═════ RECORDS

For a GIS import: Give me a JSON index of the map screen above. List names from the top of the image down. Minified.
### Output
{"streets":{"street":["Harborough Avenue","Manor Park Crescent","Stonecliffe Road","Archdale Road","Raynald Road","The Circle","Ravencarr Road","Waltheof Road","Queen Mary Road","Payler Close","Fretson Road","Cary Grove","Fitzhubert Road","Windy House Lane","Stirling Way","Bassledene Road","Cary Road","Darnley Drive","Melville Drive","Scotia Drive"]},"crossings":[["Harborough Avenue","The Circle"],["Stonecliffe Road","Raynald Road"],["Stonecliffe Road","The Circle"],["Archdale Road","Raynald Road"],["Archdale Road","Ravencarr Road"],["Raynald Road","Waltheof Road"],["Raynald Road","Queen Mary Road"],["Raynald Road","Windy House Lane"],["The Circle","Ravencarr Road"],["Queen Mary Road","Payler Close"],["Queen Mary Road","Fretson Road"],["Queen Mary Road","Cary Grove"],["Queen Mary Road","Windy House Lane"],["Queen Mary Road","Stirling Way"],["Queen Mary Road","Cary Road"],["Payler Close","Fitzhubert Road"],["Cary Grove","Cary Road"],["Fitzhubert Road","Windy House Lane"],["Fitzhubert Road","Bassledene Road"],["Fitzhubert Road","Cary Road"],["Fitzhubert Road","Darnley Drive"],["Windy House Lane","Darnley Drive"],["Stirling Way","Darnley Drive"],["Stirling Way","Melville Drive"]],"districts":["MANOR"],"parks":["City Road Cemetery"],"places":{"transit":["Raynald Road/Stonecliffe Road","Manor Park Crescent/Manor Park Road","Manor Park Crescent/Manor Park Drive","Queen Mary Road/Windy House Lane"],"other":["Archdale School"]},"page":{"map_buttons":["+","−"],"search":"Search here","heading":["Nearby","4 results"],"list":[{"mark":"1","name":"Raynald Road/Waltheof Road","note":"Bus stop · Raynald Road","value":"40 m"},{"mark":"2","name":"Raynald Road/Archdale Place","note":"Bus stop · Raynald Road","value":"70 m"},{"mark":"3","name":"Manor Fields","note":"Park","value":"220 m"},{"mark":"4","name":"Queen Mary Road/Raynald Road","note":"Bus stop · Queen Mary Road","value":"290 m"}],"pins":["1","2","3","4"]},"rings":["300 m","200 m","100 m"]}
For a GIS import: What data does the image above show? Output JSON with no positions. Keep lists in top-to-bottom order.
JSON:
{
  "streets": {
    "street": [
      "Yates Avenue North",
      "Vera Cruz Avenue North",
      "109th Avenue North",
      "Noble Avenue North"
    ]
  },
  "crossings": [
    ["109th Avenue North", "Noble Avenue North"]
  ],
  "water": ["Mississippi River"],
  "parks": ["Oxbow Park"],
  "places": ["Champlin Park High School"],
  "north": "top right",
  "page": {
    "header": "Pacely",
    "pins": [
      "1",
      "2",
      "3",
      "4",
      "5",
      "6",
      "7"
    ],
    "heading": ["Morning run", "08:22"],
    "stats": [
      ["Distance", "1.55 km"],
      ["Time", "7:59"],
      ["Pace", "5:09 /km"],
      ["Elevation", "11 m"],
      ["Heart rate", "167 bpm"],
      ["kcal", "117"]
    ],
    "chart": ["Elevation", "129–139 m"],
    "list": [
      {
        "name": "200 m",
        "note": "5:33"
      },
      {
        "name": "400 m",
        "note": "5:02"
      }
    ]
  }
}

══════════

WHAT TO DO: Find and copy each line above holding "Elevation".

ANSWER TO THIS EXERCISE:
      ["Elevation", "11 m"],
    "chart": ["Elevation", "129–139 m"],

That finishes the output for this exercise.